What you have to do
Copy out every line below without alteration.

Supplied data

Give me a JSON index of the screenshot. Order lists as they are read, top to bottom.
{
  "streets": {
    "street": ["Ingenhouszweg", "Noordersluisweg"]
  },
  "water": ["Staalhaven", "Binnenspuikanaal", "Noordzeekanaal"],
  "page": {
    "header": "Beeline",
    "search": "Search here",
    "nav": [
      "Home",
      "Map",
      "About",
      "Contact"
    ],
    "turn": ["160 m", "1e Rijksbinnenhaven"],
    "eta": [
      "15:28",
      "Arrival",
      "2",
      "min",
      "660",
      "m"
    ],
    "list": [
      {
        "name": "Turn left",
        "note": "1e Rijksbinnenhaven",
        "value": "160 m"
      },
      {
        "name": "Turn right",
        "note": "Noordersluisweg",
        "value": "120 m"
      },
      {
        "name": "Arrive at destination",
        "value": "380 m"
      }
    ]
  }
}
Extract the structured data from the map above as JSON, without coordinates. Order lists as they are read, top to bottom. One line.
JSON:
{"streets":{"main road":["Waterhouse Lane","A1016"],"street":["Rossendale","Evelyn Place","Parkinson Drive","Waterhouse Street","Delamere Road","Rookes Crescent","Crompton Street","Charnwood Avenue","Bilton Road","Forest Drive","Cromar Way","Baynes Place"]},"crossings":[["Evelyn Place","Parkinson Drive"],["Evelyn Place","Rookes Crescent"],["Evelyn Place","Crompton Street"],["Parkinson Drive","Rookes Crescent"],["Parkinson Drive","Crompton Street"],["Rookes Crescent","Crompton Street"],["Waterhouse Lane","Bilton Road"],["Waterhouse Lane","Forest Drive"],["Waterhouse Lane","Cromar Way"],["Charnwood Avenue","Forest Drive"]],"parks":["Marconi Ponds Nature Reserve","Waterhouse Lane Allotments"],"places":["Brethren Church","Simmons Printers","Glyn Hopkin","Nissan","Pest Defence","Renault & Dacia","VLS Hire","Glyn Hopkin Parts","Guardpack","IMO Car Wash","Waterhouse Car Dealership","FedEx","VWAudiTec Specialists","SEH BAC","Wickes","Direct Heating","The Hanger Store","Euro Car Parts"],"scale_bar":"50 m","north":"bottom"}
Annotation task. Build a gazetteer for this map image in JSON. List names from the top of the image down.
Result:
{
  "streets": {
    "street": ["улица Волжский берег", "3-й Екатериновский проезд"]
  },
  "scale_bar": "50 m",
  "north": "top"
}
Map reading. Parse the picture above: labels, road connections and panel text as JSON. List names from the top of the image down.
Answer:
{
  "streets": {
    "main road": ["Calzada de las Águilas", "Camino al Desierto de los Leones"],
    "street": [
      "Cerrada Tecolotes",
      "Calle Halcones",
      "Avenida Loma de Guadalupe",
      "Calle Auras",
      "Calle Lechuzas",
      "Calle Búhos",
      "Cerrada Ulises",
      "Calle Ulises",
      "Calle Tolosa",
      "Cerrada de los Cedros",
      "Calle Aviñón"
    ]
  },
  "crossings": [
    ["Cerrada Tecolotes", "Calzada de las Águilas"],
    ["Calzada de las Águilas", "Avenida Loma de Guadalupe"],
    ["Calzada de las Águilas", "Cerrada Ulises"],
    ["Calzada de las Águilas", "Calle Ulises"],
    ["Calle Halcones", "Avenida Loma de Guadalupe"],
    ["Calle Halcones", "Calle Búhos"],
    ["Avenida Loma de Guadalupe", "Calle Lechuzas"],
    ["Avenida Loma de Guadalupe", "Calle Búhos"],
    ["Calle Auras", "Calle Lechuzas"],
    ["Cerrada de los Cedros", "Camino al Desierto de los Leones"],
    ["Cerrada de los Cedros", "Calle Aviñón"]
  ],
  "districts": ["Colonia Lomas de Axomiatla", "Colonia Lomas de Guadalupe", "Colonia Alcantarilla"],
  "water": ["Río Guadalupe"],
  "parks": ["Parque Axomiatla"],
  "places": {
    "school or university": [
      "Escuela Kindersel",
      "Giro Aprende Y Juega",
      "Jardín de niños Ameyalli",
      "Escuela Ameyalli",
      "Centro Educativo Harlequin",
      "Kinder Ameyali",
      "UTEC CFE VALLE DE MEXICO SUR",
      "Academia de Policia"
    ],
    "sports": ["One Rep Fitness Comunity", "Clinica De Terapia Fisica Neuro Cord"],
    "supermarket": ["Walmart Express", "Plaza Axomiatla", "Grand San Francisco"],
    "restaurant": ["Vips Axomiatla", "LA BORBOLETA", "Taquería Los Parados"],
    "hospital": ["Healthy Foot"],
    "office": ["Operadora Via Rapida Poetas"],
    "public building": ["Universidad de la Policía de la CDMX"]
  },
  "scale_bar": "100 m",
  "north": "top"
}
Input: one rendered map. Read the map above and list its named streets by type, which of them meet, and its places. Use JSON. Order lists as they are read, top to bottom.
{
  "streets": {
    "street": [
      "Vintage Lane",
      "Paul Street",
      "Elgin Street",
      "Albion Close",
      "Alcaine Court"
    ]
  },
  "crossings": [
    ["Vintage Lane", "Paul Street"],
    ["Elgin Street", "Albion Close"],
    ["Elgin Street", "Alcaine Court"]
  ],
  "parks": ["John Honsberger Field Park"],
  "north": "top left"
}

The answer
Give me a JSON index of the screenshot. Order lists as they are read, top to bottom.
{
  "streets": {
    "street": ["Ingenhouszweg", "Noordersluisweg"]
  },
  "water": ["Staalhaven", "Binnenspuikanaal", "Noordzeekanaal"],
  "page": {
    "header": "Beeline",
    "search": "Search here",
    "nav": [
      "Home",
      "Map",
      "About",
      "Contact"
    ],
    "turn": ["160 m", "1e Rijksbinnenhaven"],
    "eta": [
      "15:28",
      "Arrival",
      "2",
      "min",
      "660",
      "m"
    ],
    "list": [
      {
        "name": "Turn left",
        "note": "1e Rijksbinnenhaven",
        "value": "160 m"
      },
      {
        "name": "Turn right",
        "note": "Noordersluisweg",
        "value": "120 m"
      },
      {
        "name": "Arrive at destination",
        "value": "380 m"
      }
    ]
  }
}
Extract the structured data from the map above as JSON, without coordinates. Order lists as they are read, top to bottom. One line.
JSON:
{"streets":{"main road":["Waterhouse Lane","A1016"],"street":["Rossendale","Evelyn Place","Parkinson Drive","Waterhouse Street","Delamere Road","Rookes Crescent","Crompton Street","Charnwood Avenue","Bilton Road","Forest Drive","Cromar Way","Baynes Place"]},"crossings":[["Evelyn Place","Parkinson Drive"],["Evelyn Place","Rookes Crescent"],["Evelyn Place","Crompton Street"],["Parkinson Drive","Rookes Crescent"],["Parkinson Drive","Crompton Street"],["Rookes Crescent","Crompton Street"],["Waterhouse Lane","Bilton Road"],["Waterhouse Lane","Forest Drive"],["Waterhouse Lane","Cromar Way"],["Charnwood Avenue","Forest Drive"]],"parks":["Marconi Ponds Nature Reserve","Waterhouse Lane Allotments"],"places":["Brethren Church","Simmons Printers","Glyn Hopkin","Nissan","Pest Defence","Renault & Dacia","VLS Hire","Glyn Hopkin Parts","Guardpack","IMO Car Wash","Waterhouse Car Dealership","FedEx","VWAudiTec Specialists","SEH BAC","Wickes","Direct Heating","The Hanger Store","Euro Car Parts"],"scale_bar":"50 m","north":"bottom"}
Annotation task. Build a gazetteer for this map image in JSON. List names from the top of the image down.
Result:
{
  "streets": {
    "street": ["улица Волжский берег", "3-й Екатериновский проезд"]
  },
  "scale_bar": "50 m",
  "north": "top"
}
Map reading. Parse the picture above: labels, road connections and panel text as JSON. List names from the top of the image down.
Answer:
{
  "streets": {
    "main road": ["Calzada de las Águilas", "Camino al Desierto de los Leones"],
    "street": [
      "Cerrada Tecolotes",
      "Calle Halcones",
      "Avenida Loma de Guadalupe",
      "Calle Auras",
      "Calle Lechuzas",
      "Calle Búhos",
      "Cerrada Ulises",
      "Calle Ulises",
      "Calle Tolosa",
      "Cerrada de los Cedros",
      "Calle Aviñón"
    ]
  },
  "crossings": [
    ["Cerrada Tecolotes", "Calzada de las Águilas"],
    ["Calzada de las Águilas", "Avenida Loma de Guadalupe"],
    ["Calzada de las Águilas", "Cerrada Ulises"],
    ["Calzada de las Águilas", "Calle Ulises"],
    ["Calle Halcones", "Avenida Loma de Guadalupe"],
    ["Calle Halcones", "Calle Búhos"],
    ["Avenida Loma de Guadalupe", "Calle Lechuzas"],
    ["Avenida Loma de Guadalupe", "Calle Búhos"],
    ["Calle Auras", "Calle Lechuzas"],
    ["Cerrada de los Cedros", "Camino al Desierto de los Leones"],
    ["Cerrada de los Cedros", "Calle Aviñón"]
  ],
  "districts": ["Colonia Lomas de Axomiatla", "Colonia Lomas de Guadalupe", "Colonia Alcantarilla"],
  "water": ["Río Guadalupe"],
  "parks": ["Parque Axomiatla"],
  "places": {
    "school or university": [
      "Escuela Kindersel",
      "Giro Aprende Y Juega",
      "Jardín de niños Ameyalli",
      "Escuela Ameyalli",
      "Centro Educativo Harlequin",
      "Kinder Ameyali",
      "UTEC CFE VALLE DE MEXICO SUR",
      "Academia de Policia"
    ],
    "sports": ["One Rep Fitness Comunity", "Clinica De Terapia Fisica Neuro Cord"],
    "supermarket": ["Walmart Express", "Plaza Axomiatla", "Grand San Francisco"],
    "restaurant": ["Vips Axomiatla", "LA BORBOLETA", "Taquería Los Parados"],
    "hospital": ["Healthy Foot"],
    "office": ["Operadora Via Rapida Poetas"],
    "public building": ["Universidad de la Policía de la CDMX"]
  },
  "scale_bar": "100 m",
  "north": "top"
}
Input: one rendered map. Read the map above and list its named streets by type, which of them meet, and its places. Use JSON. Order lists as they are read, top to bottom.
{
  "streets": {
    "street": [
      "Vintage Lane",
      "Paul Street",
      "Elgin Street",
      "Albion Close",
      "Alcaine Court"
    ]
  },
  "crossings": [
    ["Vintage Lane", "Paul Street"],
    ["Elgin Street", "Albion Close"],
    ["Elgin Street", "Alcaine Court"]
  ],
  "parks": ["John Honsberger Field Park"],
  "north": "top left"
}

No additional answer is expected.